134	2. no-network sandbox — ubuntu-latest. Blocks egress via iptables,
135	then runs the local-only CLI surfaces (`dlm --version`, `--help`,
136	and later `init`/`doctor`/`show`). Asserts the "no telemetry, ever"
137	promise.
138	3. slow tests (hf-cache) — ubuntu-latest. Restores HF cache keyed
139	on `(pyproject.toml hash, TINY_MODEL_REVISION)`, pre-warms the tiny
140	model, then runs `pytest -m slow`.
141
142	## Offline-first autouse
143
144	`tests/conftest.py` sets `HF_HUB_OFFLINE=1` + `TRANSFORMERS_OFFLINE=1` +
145	`HF_DATASETS_OFFLINE=1` via an autouse fixture. The `tiny_model_dir`
146	fixture temporarily clears these for its scope when an online test opts
147	in. This means a test that accidentally touches HF without the fixture
148	will fail fast instead of downloading silently.
149
150	## Common pitfalls
151
152	- Importing torch in test collection is slow (~5s). Fixtures that
153	need it import lazily inside functions.

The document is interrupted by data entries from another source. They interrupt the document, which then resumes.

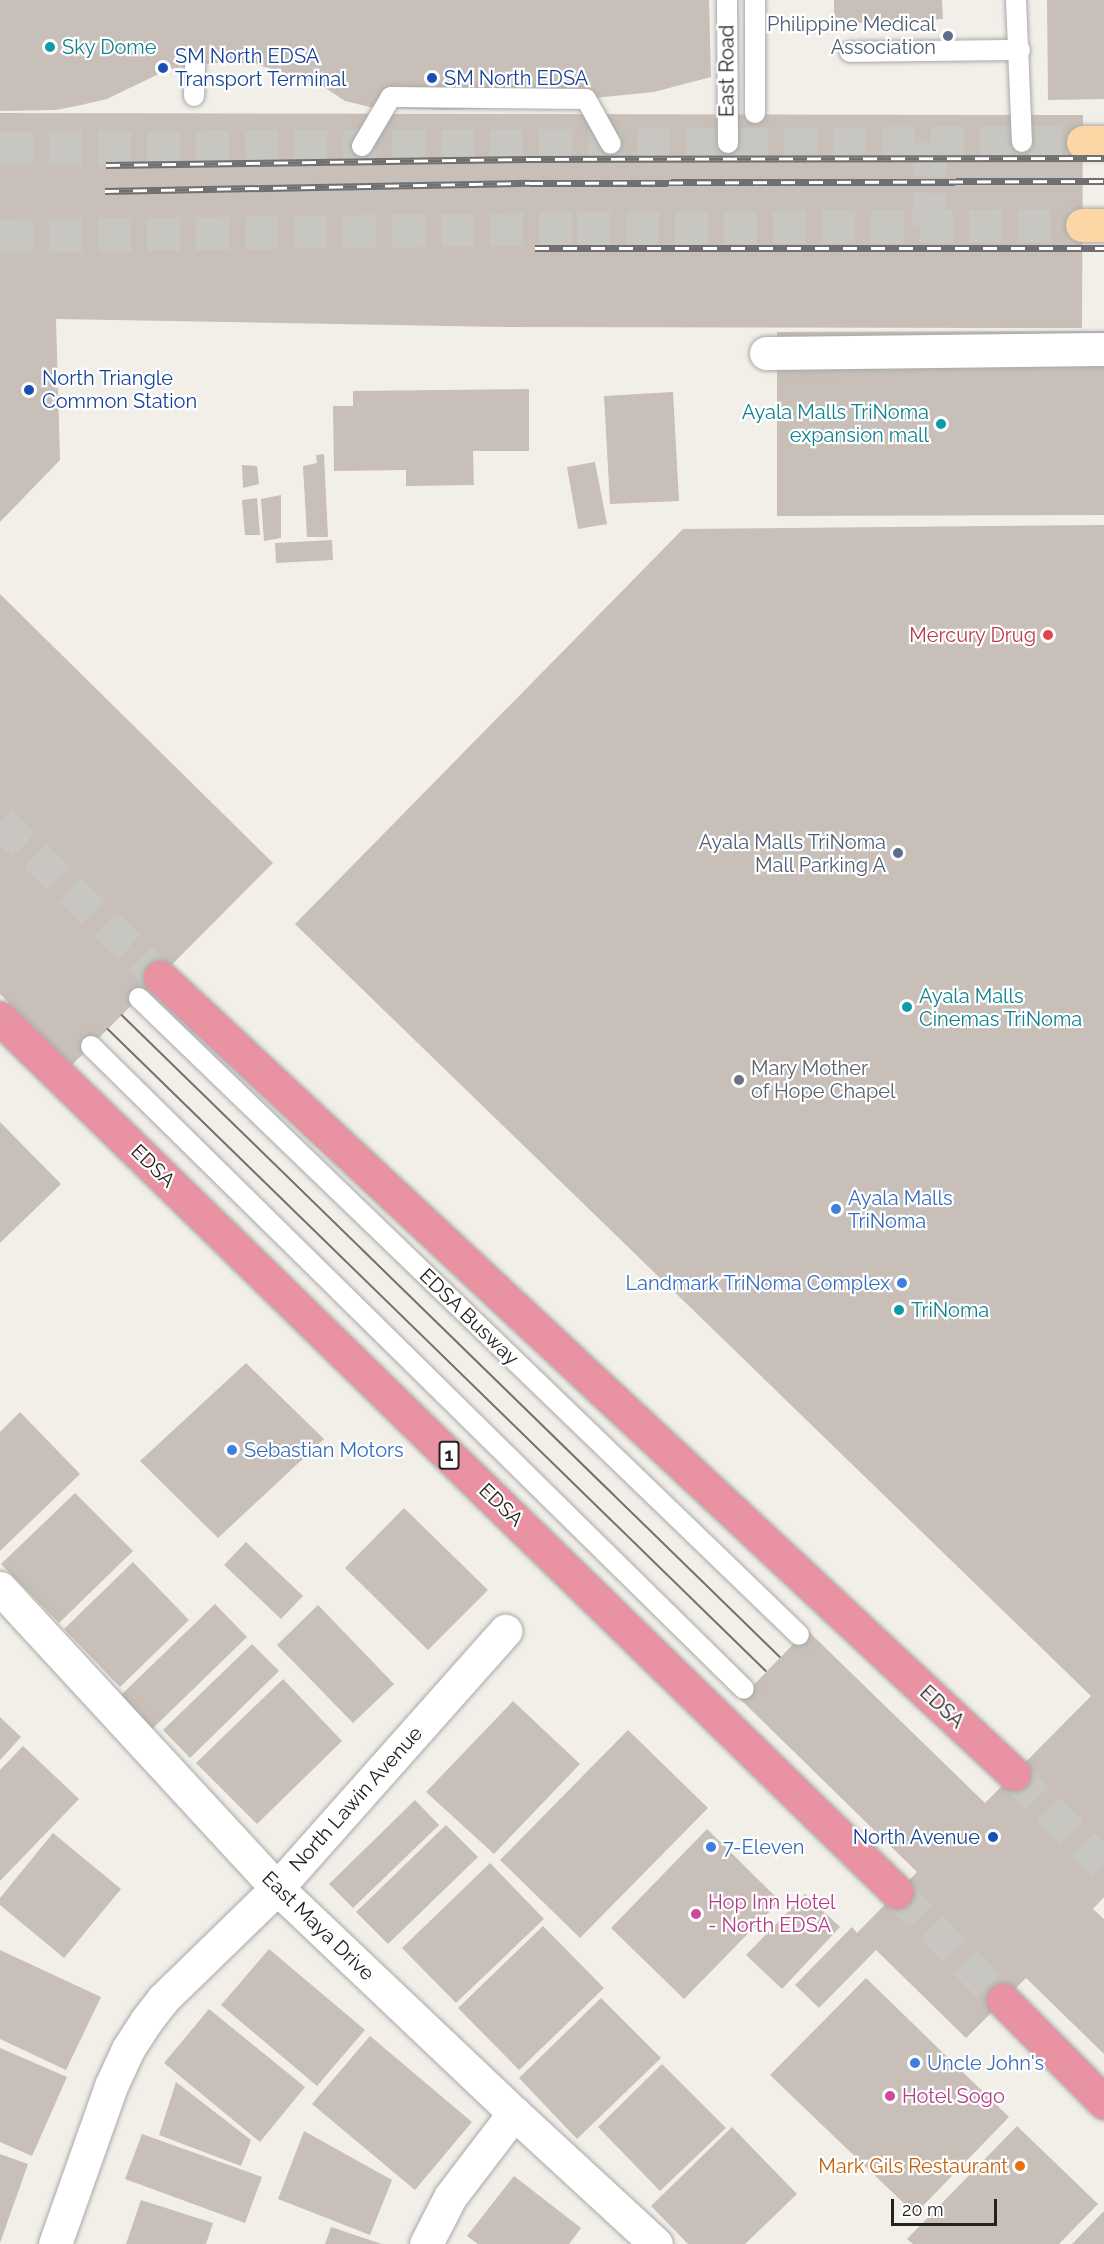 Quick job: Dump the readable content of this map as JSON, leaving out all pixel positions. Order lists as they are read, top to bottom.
{
  "streets": {
    "highway": ["EDSA", "1"],
    "street": ["North Lawin Avenue", "East Maya Drive"],
    "lane": ["East Road", "EDSA Busway"]
  },
  "crossings": [
    ["EDSA", "EDSA Busway"],
    ["North Lawin Avenue", "East Maya Drive"]
  ],
  "places": [
    "Philippine Medical Association",
    "Sky Dome",
    "SM North EDSA Transport Terminal",
    "SM North EDSA",
    "North Triangle Common Station",
    "Ayala Malls TriNoma expansion mall",
    "Mercury Drug",
    "Ayala Malls TriNoma Mall Parking A",
    "Ayala Malls Cinemas TriNoma",
    "Mary Mother of Hope Chapel",
    "Ayala Malls TriNoma",
    "Landmark TriNoma Complex",
    "TriNoma",
    "Sebastian Motors",
    "North Avenue",
    "7-Eleven",
    "Hop Inn Hotel - North EDSA",
    "Uncle John's",
    "Hotel Sogo",
    "Mark Gils Restaurant"
  ],
  "scale_bar": "20 m"
} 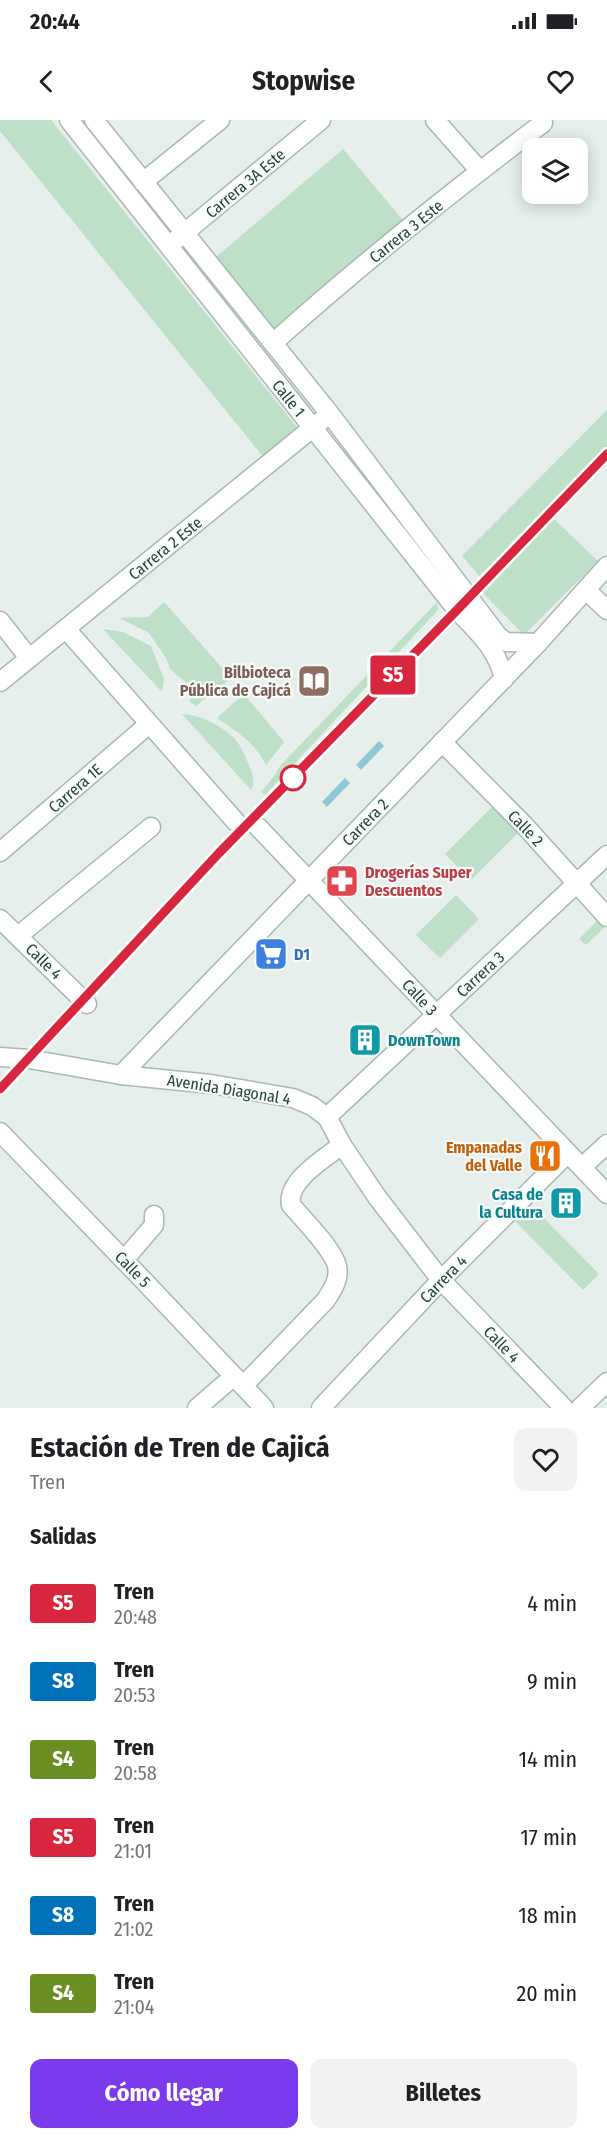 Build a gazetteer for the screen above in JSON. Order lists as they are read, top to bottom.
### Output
{
  "streets": {
    "street": [
      "Carrera 3A Este",
      "Carrera 3 Este",
      "Calle 1",
      "Carrera 2 Este",
      "Carrera 1E",
      "Carrera 2",
      "Calle 2",
      "Calle 4",
      "Carrera 3",
      "Calle 3",
      "Avenida Diagonal 4",
      "Calle 5",
      "Carrera 4"
    ]
  },
  "crossings": [
    ["Carrera 3A Este", "Calle 1"],
    ["Carrera 3 Este", "Calle 1"],
    ["Calle 1", "Carrera 2 Este"],
    ["Calle 1", "Carrera 2"],
    ["Carrera 2", "Calle 2"],
    ["Carrera 2", "Calle 3"],
    ["Carrera 2", "Avenida Diagonal 4"],
    ["Calle 2", "Carrera 3"],
    ["Calle 4", "Carrera 4"],
    ["Carrera 3", "Calle 3"],
    ["Carrera 3", "Avenida Diagonal 4"],
    ["Calle 3", "Carrera 4"]
  ],
  "places": {
    "library": ["Bilbioteca Pública de Cajicá"],
    "pharmacy": ["Drogerías Super Descuentos"],
    "supermarket": ["D1"],
    "building": ["DownTown", "Casa de la Cultura"],
    "restaurant": ["Empanadas del Valle"]
  },
  "page": {
    "status": "20:44",
    "header": "Stopwise",
    "on_map": "S5",
    "heading": [
      ["Estación de Tren de Cajicá", "Tren"],
      "Salidas"
    ],
    "list": [
      {
        "mark": "S5",
        "name": "Tren",
        "note": "20:48",
        "value": "4 min"
      },
      {
        "mark": "S8",
        "name": "Tren",
        "note": "20:53",
        "value": "9 min"
      },
      {
        "mark": "S4",
        "name": "Tren",
        "note": "20:58",
        "value": "14 min"
      },
      {
        "mark": "S5",
        "name": "Tren",
        "note": "21:01",
        "value": "17 min"
      },
      {
        "mark": "S8",
        "name": "Tren",
        "note": "21:02",
        "value": "18 min"
      },
      {
        "mark": "S4",
        "name": "Tren",
        "note": "21:04",
        "value": "20 min"
      }
    ],
    "buttons": ["Cómo llegar", "Billetes"]
  }
} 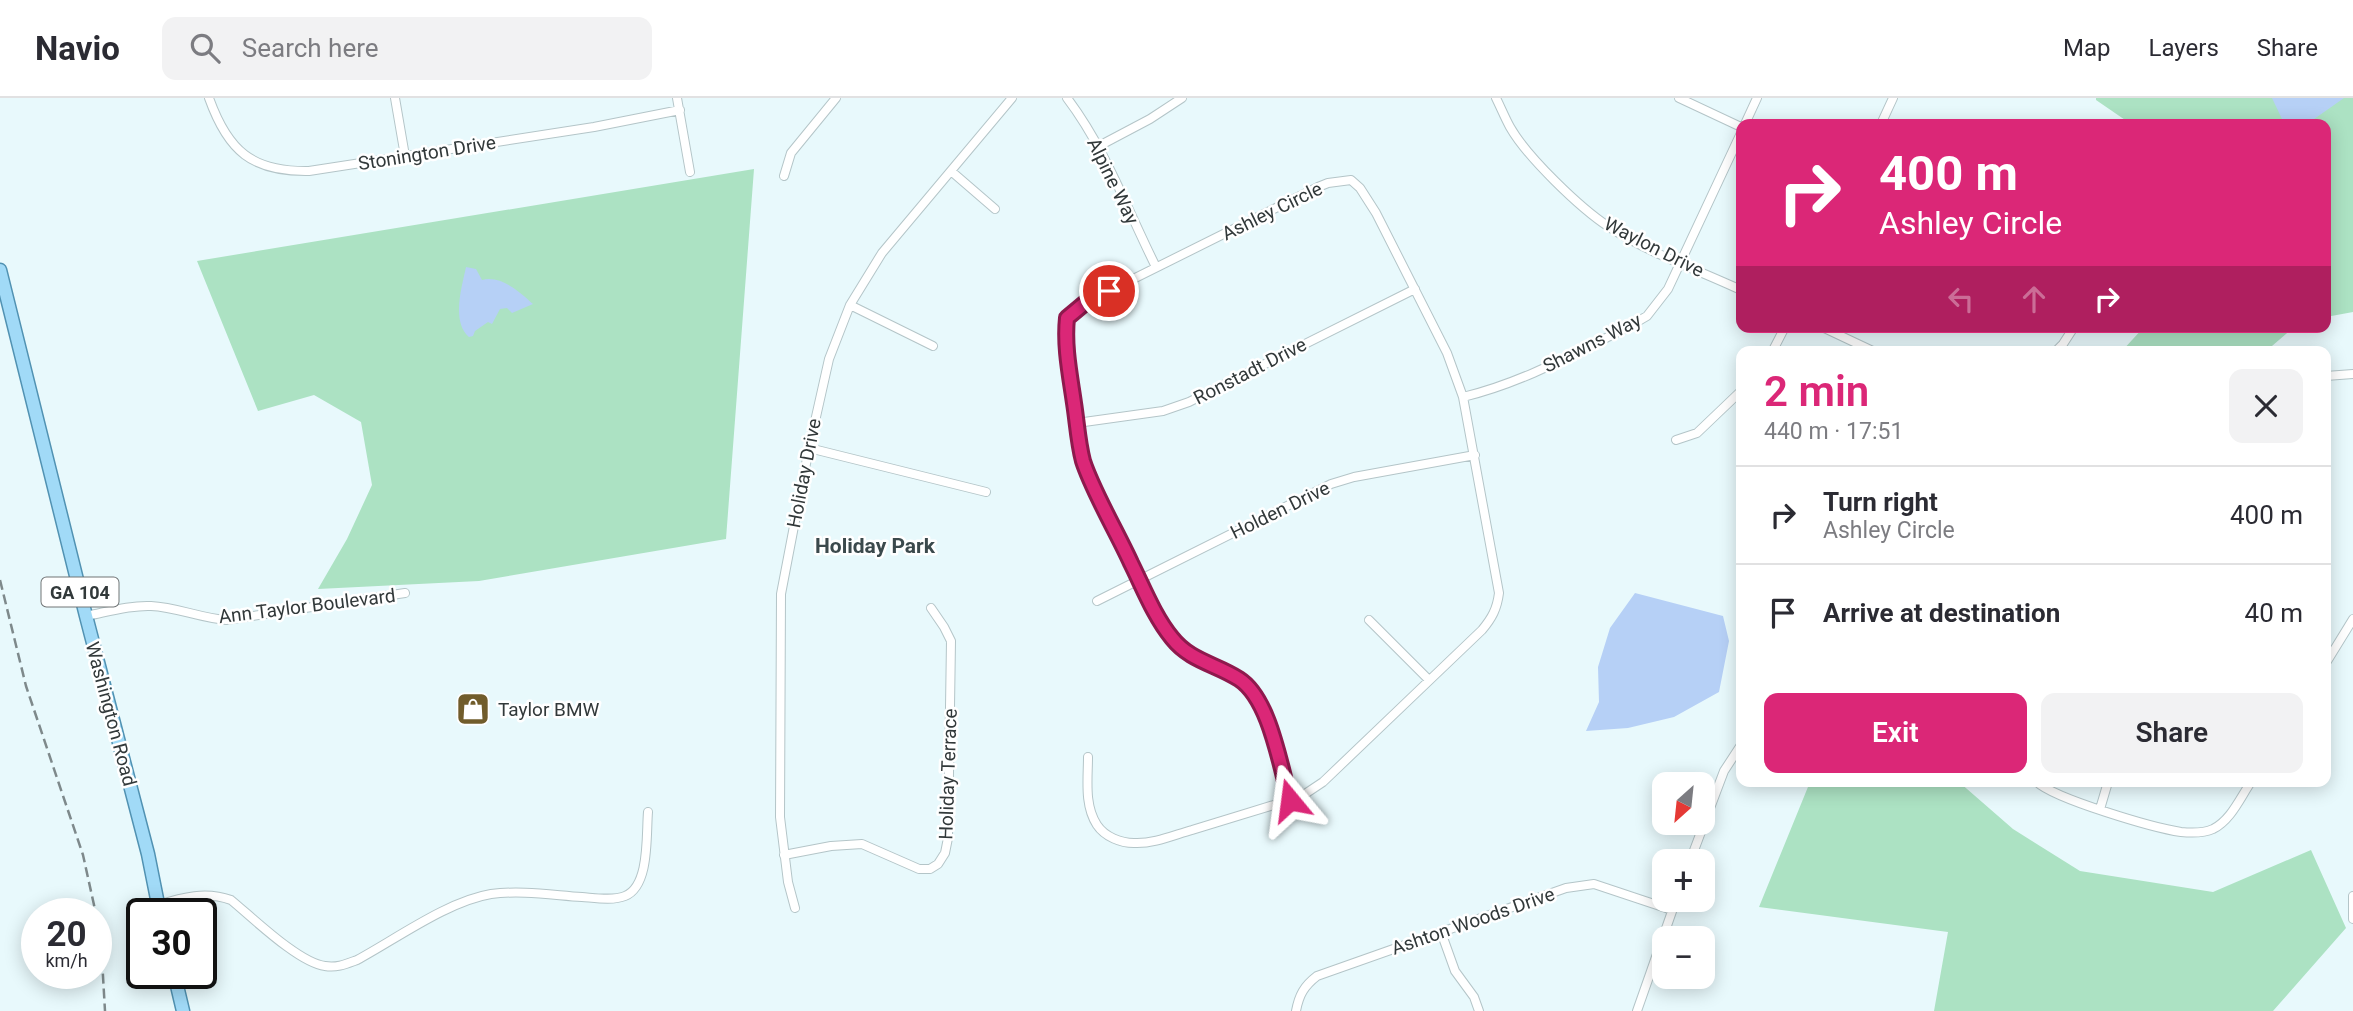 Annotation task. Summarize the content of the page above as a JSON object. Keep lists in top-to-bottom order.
{
  "streets": {
    "main road": ["GA 104", "Washington Road"],
    "street": [
      "Stonington Drive",
      "Alpine Way",
      "Ashley Circle",
      "Waylon Drive",
      "Shawns Way",
      "Ronstadt Drive",
      "Holiday Drive",
      "Holden Drive",
      "Ann Taylor Boulevard",
      "Holiday Terrace",
      "Ashton Woods Drive"
    ]
  },
  "crossings": [
    ["Alpine Way", "Ashley Circle"],
    ["Ashley Circle", "Shawns Way"],
    ["Ashley Circle", "Ronstadt Drive"],
    ["Ashley Circle", "Holden Drive"],
    ["Waylon Drive", "Shawns Way"],
    ["Holiday Drive", "Holiday Terrace"],
    ["Ann Taylor Boulevard", "Washington Road"]
  ],
  "districts": ["Holiday Park"],
  "places": {
    "shop": ["Taylor BMW"]
  },
  "north": "bottom left",
  "page": {
    "header": "Navio",
    "search": "Search here",
    "nav": ["Map", "Layers", "Share"],
    "turn": ["400 m", "Ashley Circle"],
    "heading": ["2 min", "440 m · 17:51"],
    "list": [
      {
        "name": "Turn right",
        "note": "Ashley Circle",
        "value": "400 m"
      },
      {
        "name": "Arrive at destination",
        "value": "40 m"
      }
    ],
    "buttons": ["Exit", "Share"],
    "map_buttons": ["+", "−"],
    "speed": "20 km/h",
    "limit": "30"
  }
}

154	- Hardware mocks don't simulate actual CUDA computation. They only
155	toggle `is_available`-shaped attributes. Tests that need a real GPU use
156	the `gpu` marker.
157	- Golden drift on torch bumps is expected. Regeneration is the fix;
158	review the old vs new checksum side-by-side before approval.